## WHAT THE TASK ASKS
Each line holding the word "needle" must appear in the answer, copied from the entries.

## GIVEN RECORDS
▬▬▬
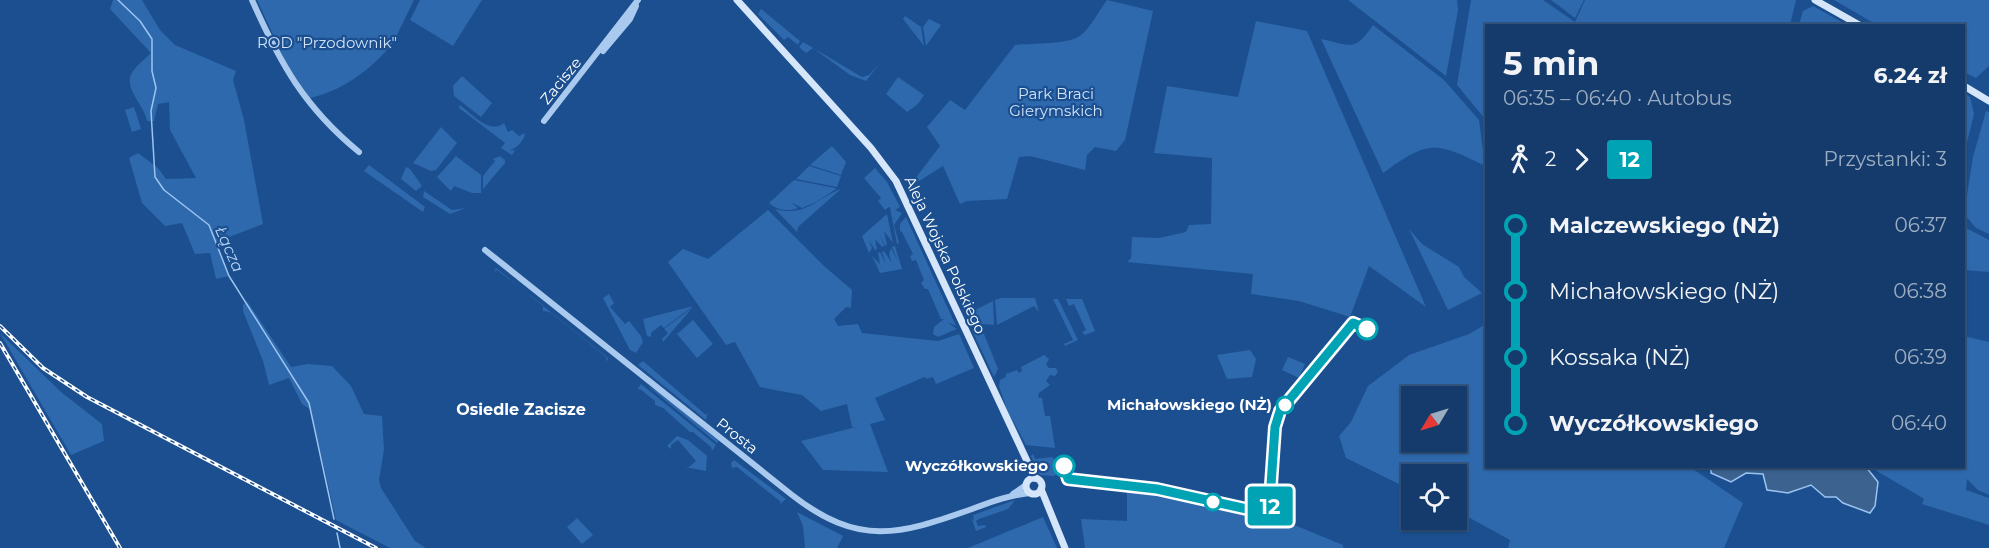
<!DOCTYPE html>
<html lang="pl">
<meta charset="utf-8">
<style>
:root{--surface:#143b6b;--page:#214673;--text:#f1f3f6;--muted:#9dadc1;--line:#33557e}
body{margin:0;font-family:Montserrat,sans-serif;background:var(--page);color:var(--text);height:100vh;display:flex;flex-direction:column;font-size:22px;white-space:nowrap}
*{box-sizing:border-box;margin:0}
p{font-size:20px;color:var(--muted)}
.icon{flex:none;width:33px;height:33px;fill:none;stroke:currentColor;stroke-width:2;stroke-linecap:round;stroke-linejoin:round}
.map{position:relative;flex:1;overflow:hidden}
.details{position:absolute;left:1485px;top:24px;width:480px;height:444px;display:flex;flex-direction:column;background:var(--surface);border-radius:0px;box-shadow:0 2px 4px #0004,0 0 0 2px var(--line)}
.details>*{flex:none}
.badge{padding:0 12px;border-radius:4px;font-size:21px;line-height:39px}
.needle{width:39px;rotate:232deg}
.fabs{position:absolute;left:1401px;top:386px;display:grid;gap:12px}
.fabs a{display:grid;place-items:center;width:66px;height:66px;border-radius:0px;background:var(--surface);box-shadow:0 2px 4px #0004,0 0 0 2px var(--line);font-size:30px}
.map>.badge{position:absolute;translate:-50% -50%;box-shadow:0 0 0 3px #fff}
.legs{display:flex;align-items:center;gap:9px;height:66px;padding:0 18px;font-size:20px}
.legs p{margin-inline-start:auto}
.overview{display:flex;align-items:center;justify-content:space-between;height:102px;padding:0 18px}
h1{font-size:33px;font-weight:700;line-height:45px}
ul{padding:0 18px;list-style:none}
li{display:flex;align-items:center;gap:21px;height:66px;font-size:22px}
li i{display:grid;place-items:center;width:9px;height:100%;margin:0 8px;background:currentColor}
li i::after{content:'';width:15px;height:15px;margin:-8px;border:4px solid;border-radius:50%;background:var(--surface)}
li p{margin-inline-start:auto}
li:first-child i{background:linear-gradient(#0000 50%,currentColor 0)}
li:last-child i{background:linear-gradient(currentColor 50%,#0000 0)}
.map>svg:first-child{display:block}
</style>
<div class="map">
<svg width="1989" height="548" viewBox="0 0 1989 548">
<rect width="100%" height="100%" fill="#1b4f8f"/>
<!-- green -->
<g fill="#2e69ad" fill-rule="evenodd">
<path d="M113 0H142L160 30 175 45 236 71 233 80 244 120 263 224 216 242 229 276 216 279 210 253 195 254 182 223 165 226 142 203 129 158 138 153 158 168 166 179 196 178 170 130 169 102 158 104 154 121H147C145 106 121 86 133 71 138 64 145 59 151 53L110 9Z"/>
<path d="M257 0H414L395 39 392 40V44C372 69 342 91 310 98L287 65Z"/>
<path d="M420 0H482L453 46 410 20Z"/>
<path d="M1107 0 1153 11 1125 140 1116 151 1095 147 1087 155 1085 170 1030 156 1019 157 1007 199 967 201 960 204 943 166 908 188 940 146 927 127 950 100 965 110 1015 45C1031 43 1069 45 1081 35 1091 27 1099 11 1107 0Z"/>
<path d="M1348 0H1457L1458 10 1446 76Z"/>
<path d="M1471 0H1543L1575 22 1585 0H1796L1790 25 1486 26V120L1457 85Z"/>
<path d="M1551 0H1584L1575 18Z"/>
<path d="M1834 0H1989V66L1976 78 1964 72V26L1877 25Z"/>
<path d="M1813 6 1847 25H1799L1803 11Z"/>
<path d="M761 9 800 41 798 45 788 37 784 40 758 14Z"/>
<path d="M905 16 921 27 924 46 903 19Z"/>
<path d="M929 19 941 25 926 46 923 27Z"/>
<path d="M1256 21 1307 31 1426 307 1369 266 1350 317 1299 301 1251 294 1253 274 1127 262 1131 258 1132 237 1159 238 1186 232 1189 225 1211 224 1212 158 1154 153 1167 86 1238 97Z"/>
<path d="M1373 25 1444 80 1479 120 1485 166C1436 141 1428 140 1383 173L1321 39C1351 45 1354 53 1373 25Z"/>
<path d="M803 42 862 77 869 75 880 63 866 81 850 75 813 48 806 53 799 47Z"/>
<path d="M462 76 492 103 481 117 454 96 453 86Z"/>
<path d="M898 77 924 95 917 105 907 112 886 94Z"/>
<path d="M1964 93 1970 97 1974 114 1964 155Z"/>
<path d="M460 105C472 114 490 135 504 123L508 132 512 130 519 136 525 133C524 142 517 147 509 151L515 150 512 155 501 148 505 143 459 108Z"/>
<path d="M134 107 141 129 132 132 125 110Z"/>
<path d="M1986 111 1989 112V234L1976 228 1964 214 1973 157Z"/>
<path d="M441 127 457 143 436 170 431 171 413 163Z"/>
<path d="M832 146 846 162 841 175 810 165Z"/>
<path d="M456 156 481 175V193H472L454 186 451 191 437 177Z"/>
<path d="M500 156 505 160V163L483 189V176L495 161 493 159Z"/>
<path d="M369 165 425 207 423 212 364 171Z"/>
<path d="M809 166 841 176 837 187 796 179Z"/>
<path d="M406 167 410 169 422 186 416 191 401 179Z"/>
<path d="M875 168 887 182 900 207 895 210 902 213 894 225 899 243 897 244 890 208 892 209 889 207 885 210 878 201 881 198 864 178Z"/>
<path d="M794 180 835 188 836 189 816 202 802 208 791 202 798 208C789 212 776 210 769 203L781 192 783 194 781 192Z"/>
<path d="M841 189 798 227 797 232 775 209C806 217 815 199 841 189Z"/>
<path d="M424 191 452 210 466 208 450 214 423 197Z"/>
<path d="M768 210 824 266 852 290 851 308 846 307 834 319 838 326 858 324 862 333 938 341 959 334 974 368 936 384 933 377 926 379 925 377 875 398 885 420 870 424 888 472 823 470 801 441 856 427H852L847 404 821 411 802 395 760 387 735 342 726 345 668 262 683 249 708 259Z"/>
<path d="M887 214 893 243 884 231 887 245 885 246 880 234 884 246 882 247 875 239 877 249 875 250 869 240 872 248 869 253 862 236Z"/>
<path d="M906 217 956 326 947 322 957 329 938 337 933 334 934 327 944 319H941L928 289H925L921 283 924 280 916 260 912 261 910 256 913 254 902 232 900 231V224Z"/>
<path d="M1964 227 1989 240V272L1964 270Z"/>
<path d="M1409 229 1422 244 1459 267 1464 277 1482 293 1448 310Z"/>
<path d="M895 246 902 269 880 273 872 256 880 264 878 253 880 252 886 264 882 252 884 251 892 263 889 254 891 248 898 262 892 247Z"/>
<path d="M496 268 608 358 607 362 606 357 550 312 543 311V305L497 270 494 272Z"/>
<path d="M609 294 614 303 610 307 625 324 629 321 641 336 643 342 636 353 630 350 603 298Z"/>
<path d="M1001 298H1035L1039 312 1034 306 997 325 995 300Z"/>
<path d="M1053 299H1058L1078 340 1065 346 1064 344 1073 340Z"/>
<path d="M1066 299H1082L1095 331 1085 335 1082 332 1086 330 1074 304 1069 306Z"/>
<path d="M247 301 291 367 308 364 332 366 351 386 364 414 382 416 384 450 379 480 381 488 415 541 426 548H390L336 520 311 410 302 404 289 378 269 385 263 361 243 311V305Z"/>
<path d="M993 301 994 325 969 323 965 315Z"/>
<path d="M693 306 664 328 661 325 651 333V337L647 336 643 319Z"/>
<path d="M693 307 663 342 662 339 668 333 664 329Z"/>
<path d="M693 320 713 344 697 358 677 334Z"/>
<path d="M1486 324V466L1690 467 1743 503 1724 548H1508L1510 540 1457 511 1456 474H1412L1411 490 1346 458 1339 436 1351 422 1368 386 1409 355 1469 334ZM1412 396H1456V441H1412Z"/>
<path d="M972 330 984 334 998 369 994 377Z"/>
<path d="M0 333 61 392 102 424 104 441 71 455Z"/>
<path d="M1964 336 1989 342V495L1978 490 1967 479 1966 490 1989 498V525L1922 504 1924 499 1921 497 1870 467 1964 466Z"/>
<path d="M1250 350 1256 359 1252 377 1227 379 1217 355Z"/>
<path d="M1044 355 1049 359 1046 364 1049 368H1056L1058 372 1055 376 1050 375 1046 381 1050 385 1039 393 1038 397 1042 398 1045 416H1050L1055 448 1026 445 1009 413 1025 447 1023 446 1013 427 999 386 1000 380 1006 377V374L1017 370 1019 373 1022 371 1021 367Z"/>
<path d="M1288 357 1305 364 1299 378 1282 370Z"/>
<path d="M643 361 706 415 708 412 706 420 638 365Z"/>
<path d="M641 384 716 445 712 451 711 447 693 432H690L663 408 655 405V401L640 389 637 390Z"/>
<path d="M648 386 657 391 719 441 717 443Z"/>
<path d="M677 436 688 440 707 456 706 471 685 467H689L696 461 678 440 671 445V449L667 446Z"/>
<path d="M1033 454 1035 459 1053 457 1058 473 1054 476 1040 475 1031 456Z"/>
<path d="M734 460 786 499 779 505 781 502 737 467 732 468 731 463Z"/>
<path d="M1127 488 1287 522 1343 545V548H1085L1081 519 1127 521Z"/>
<path d="M1015 500 1008 509 979 519 976 521 978 526 985 525 986 527 976 531 971 517 974 522 973 515Z"/>
<path d="M797 512 843 536 837 548H805L803 526Z"/>
<path d="M1043 517 1057 548H968Z"/>
<path d="M577 518 593 535 582 544 567 527Z"/>
</g>
<!-- water -->
<path fill="#3c6290" stroke="#9cc4f0" stroke-width="1.5" d="M1711 467H1866L1878 482 1875 506 1870 513 1843 503 1836 497H1825L1811 485 1788 493 1767 490 1763 474 1746 473 1731 482 1711 473Z"/>
<g fill="none" stroke-linecap="round" stroke-linejoin="round">
<!-- stream -->
<g stroke="#9cc4f0" stroke-width="1.5">
<path d="M118 0 140 21 152 39V71L156 88 151 111 155 177 164 190 209 225 229 276 309 403 334 519"/>
<path d="M337 533 340 548"/>
</g>
<!-- tertiary -->
<g stroke="#a9c9ee" stroke-width="6">
<path d="M252 0C280 63 304 107 359 152"/>
<path d="M603 51 630 19 636 6"/>
<path d="M544 121 638 0"/>
<path d="M485 250 792 495C859 547 899 535 972 509 991 502 1009 495 1030 493"/>
<path d="M1013 494 1026 485"/>
</g>
<!-- secondary -->
<g stroke="#d6e6fa" stroke-width="7">
<path d="M737 0 871 148 896 181 1035 478"/>
<path d="M1815 0 1861 26"/>
<path d="M1964 86 1989 101"/>
<circle cx="1034" cy="486" r="8"/>
<path d="M1041 489 1065 548"/>
</g>
<!-- rail casing -->
<g stroke="#fff" stroke-width="4">
<g id="rail">
<path d="M0 326 43 368 87 397 376 548"/>
<path d="M0 343 120 548"/>
</g>
</g>
<!-- rail -->
<use href="#rail" stroke="#1b4f8f" stroke-width="1.5" stroke-dasharray="4.5" stroke-linecap="butt"/>
</g>
<g fill="none" stroke-linecap="round" stroke-linejoin="round">
<!-- line-1 casing -->
<g stroke="#fff" stroke-width="14">
<path id="line-1" d="M1064 466 1068 479 1157 489 1269 514 1275 427 1280 411 1353 323 1367 329"/>
</g>
<!-- line-1 -->
<use href="#line-1" stroke="#00a3b4" stroke-width="9"/>
</g>
<!-- markers -->
<g fill="#fff" stroke="#00a3b4" stroke-width="3">
<circle cx="1367" cy="329" r="10"/>
<circle cx="1285" cy="405" r="8"/>
<circle cx="1064" cy="466" r="10"/>
<circle cx="1213" cy="502" r="8"/>
</g>
<g text-anchor="middle" stroke-width="4.5" stroke-linejoin="round" paint-order="stroke">
<!-- park labels -->
<g font-size="15" fill="#cfe3fa" stroke="#1b4f8f">
<text x="327" y="48">ROD "Przodownik"</text>
<text x="1056" y="99">Park Braci<tspan x="1056" dy="17">Gierymskich</tspan></text>
</g>
<!-- street labels -->
<g font-size="15" fill="#fff" stroke="#1b4f8f">
<text transform="translate(561 81) rotate(-51)" y="5">Zacisze</text>
<text transform="translate(945 255) rotate(65)" y="5">Aleja Wojska Polskiego</text>
<text transform="translate(737 436) rotate(38)" y="5">Prosta</text>
</g>
<!-- stop labels -->
<g font-size="15" font-weight="bold" fill="#fff" stroke="#1b4f8f" text-anchor="end">
<text x="1272" y="410">Michałowskiego (NŻ)</text>
<text x="1048" y="471">Wyczółkowskiego</text>
</g>
<!-- water labels -->
<g font-size="16" font-style="italic" fill="#b5d3f5" stroke="#1b4f8f">
<text transform="translate(230 249) rotate(66)" y="6">Łącza</text>
</g>
<!-- neighbourhood labels -->
<g font-size="16" font-weight="bold" fill="#fff" stroke="#1b4f8f">
<text x="521" y="415">Osiedle Zacisze</text>
</g>
</g>
</svg>
<div class="fabs">
<a><svg class="needle" viewBox="-14 -14 28 28"><path d="M0-13l5 13h-10z" fill="#e53935"/><path d="M0 13l5-13h-10z" fill="#9dadc1"/></svg></a>
<a><svg class="icon" aria-label="locate" viewBox="0 0 24 24"><circle cx="12" cy="12" r="6"/><path d="M12 2v4M12 18v4M2 12h4M18 12h4"/></svg></a>
</div>
<b class="badge" style="left:1270px;top:506px;background:#00a3b4;color:#fff">12</b>
<section class="details">
<div class="overview"><div><h1>5 min</h1><p>06:35 – 06:40 · Autobus</p></div><b>6.24 zł</b></div>
<div class="legs"><svg class="icon" aria-label="walk" viewBox="0 0 24 24"><circle cx="13" cy="4" r="2"/><path d="M13 8l-2 6 4 7M11 14l-3 7M7 12l3-4h3l4 4"/></svg>2<svg class="icon" aria-label="forward" viewBox="0 0 24 24"><path d="M9 5l7 7-7 7"/></svg><b class="badge" style="background:#00a3b4;color:#fff">12</b><p>Przystanki: 3</p></div>
<ul>
<li><i style="color:#00a3b4"></i><b>Malczewskiego (NŻ)</b><p>06:37</p></li>
<li><i style="color:#00a3b4"></i><span>Michałowskiego (NŻ)</span><p>06:38</p></li>
<li><i style="color:#00a3b4"></i><span>Kossaka (NŻ)</span><p>06:39</p></li>
<li><i style="color:#00a3b4"></i><b>Wyczółkowskiego</b><p>06:40</p></li>
</ul>
</section>
</div>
▬▬▬
## ANSWER
.needle{width:39px;rotate:232deg}
<a><svg class="needle" viewBox="-14 -14 28 28"><path d="M0-13l5 13h-10z" fill="#e53935"/><path d="M0 13l5-13h-10z" fill="#9dadc1"/></svg></a>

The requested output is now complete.